About the Book
Termed as the ‘Me Decade’, the 70’s ushered in the age of bra-burning, disco dancing and wallpapering excess. Born in 1970, I could easily blame my parents for my bell-bottomed pants and satin jacket fashion forays, but I know that I demanded them, just as I did the K-Tel 8-tracks that complemented them. I had to have the whole look. After shampooing with Gee Your Hair Smells Terrific I would make my way to my bureau to select a snappy JCPenney polyester combo, throw on a 45 and get ready for a day of Huffy riding, Charlie’s Angels card-swapping, ice cream truck chasing fun. Later I would sit by the tube and marvel at the dance routines of the best variety hours on TV. Lawrence Welk, Sonny & Cher, Captain & Tennille, and of course Donny & Marie would feed our superstardom fantasies for years. Then there were the non-varietal shows. Between the the jiggles and giggles of Charlie’s Angels and Three’s Company and the hellfire pathos and politics of Little House in the Prairie and All in the Family it was no wonder we were confused.

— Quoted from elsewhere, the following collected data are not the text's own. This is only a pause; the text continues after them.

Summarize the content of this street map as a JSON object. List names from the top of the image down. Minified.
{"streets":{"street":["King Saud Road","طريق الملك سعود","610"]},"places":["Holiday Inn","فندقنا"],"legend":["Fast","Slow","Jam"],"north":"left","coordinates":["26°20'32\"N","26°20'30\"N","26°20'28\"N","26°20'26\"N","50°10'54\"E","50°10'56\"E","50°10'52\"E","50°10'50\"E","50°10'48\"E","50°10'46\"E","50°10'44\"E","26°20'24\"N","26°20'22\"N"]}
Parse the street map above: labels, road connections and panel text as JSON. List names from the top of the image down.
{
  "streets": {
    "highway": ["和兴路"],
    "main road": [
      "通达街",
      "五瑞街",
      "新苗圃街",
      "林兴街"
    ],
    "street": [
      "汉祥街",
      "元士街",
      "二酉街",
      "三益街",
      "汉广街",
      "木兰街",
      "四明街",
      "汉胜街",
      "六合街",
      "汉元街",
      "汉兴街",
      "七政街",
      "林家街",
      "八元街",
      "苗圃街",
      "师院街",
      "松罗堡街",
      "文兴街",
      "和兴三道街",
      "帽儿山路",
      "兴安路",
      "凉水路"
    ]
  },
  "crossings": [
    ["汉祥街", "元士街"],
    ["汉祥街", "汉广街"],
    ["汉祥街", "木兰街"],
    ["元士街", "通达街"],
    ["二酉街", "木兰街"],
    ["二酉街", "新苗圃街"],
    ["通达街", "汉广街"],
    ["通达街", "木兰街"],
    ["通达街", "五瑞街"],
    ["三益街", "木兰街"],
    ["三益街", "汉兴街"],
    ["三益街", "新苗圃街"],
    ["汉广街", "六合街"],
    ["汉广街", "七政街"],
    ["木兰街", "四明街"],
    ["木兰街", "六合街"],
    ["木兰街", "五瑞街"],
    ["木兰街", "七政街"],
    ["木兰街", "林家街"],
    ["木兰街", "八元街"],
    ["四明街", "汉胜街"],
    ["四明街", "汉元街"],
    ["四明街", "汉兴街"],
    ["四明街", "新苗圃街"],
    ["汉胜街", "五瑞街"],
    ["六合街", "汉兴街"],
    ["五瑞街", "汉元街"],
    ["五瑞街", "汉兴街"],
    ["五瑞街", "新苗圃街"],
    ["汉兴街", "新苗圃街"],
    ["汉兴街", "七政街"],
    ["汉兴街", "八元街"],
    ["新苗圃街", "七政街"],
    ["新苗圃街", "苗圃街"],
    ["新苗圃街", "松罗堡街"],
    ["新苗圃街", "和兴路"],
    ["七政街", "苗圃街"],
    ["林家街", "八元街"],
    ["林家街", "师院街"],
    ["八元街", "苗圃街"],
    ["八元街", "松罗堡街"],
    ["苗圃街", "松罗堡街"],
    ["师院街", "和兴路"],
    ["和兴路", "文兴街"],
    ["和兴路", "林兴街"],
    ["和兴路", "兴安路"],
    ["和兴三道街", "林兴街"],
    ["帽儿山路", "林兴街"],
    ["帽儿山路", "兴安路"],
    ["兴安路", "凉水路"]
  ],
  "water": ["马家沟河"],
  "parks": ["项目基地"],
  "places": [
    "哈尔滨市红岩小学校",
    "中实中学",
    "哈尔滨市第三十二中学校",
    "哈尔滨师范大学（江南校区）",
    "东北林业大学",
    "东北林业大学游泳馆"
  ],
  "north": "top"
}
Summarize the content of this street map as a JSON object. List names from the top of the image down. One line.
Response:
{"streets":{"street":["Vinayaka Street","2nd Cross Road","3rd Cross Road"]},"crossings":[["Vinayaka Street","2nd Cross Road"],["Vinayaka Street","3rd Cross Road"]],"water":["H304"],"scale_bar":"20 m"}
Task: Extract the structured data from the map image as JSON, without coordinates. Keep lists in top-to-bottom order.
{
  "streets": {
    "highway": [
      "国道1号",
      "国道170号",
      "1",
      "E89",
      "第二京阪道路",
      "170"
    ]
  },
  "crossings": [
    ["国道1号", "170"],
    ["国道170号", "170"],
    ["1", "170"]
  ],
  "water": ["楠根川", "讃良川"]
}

Fashion and music aside, the 70’s for me boiled down to one thing: Grandma’s parties. I hope that when I die I’ll find myself at the back porch door, open it up and be greeted by the rush of warmth, laughter and music only found at 120 Hartford Street in Natick, Mass. I’d squeeze in through all the relatives to grab a ham and pickle sandwich and perhaps a celery and cream cheese appetizer, and then wash it all down with Grandma’s famous holiday concoction of egg nog, 7up and vanilla ice cream. Delicious. I can hear Mama playing guitar in the background, Carol and Alison giggling on their way in to Grandma’s room and Bunny guffawing between cigarette inhalations. Everybody is here and everything is right on.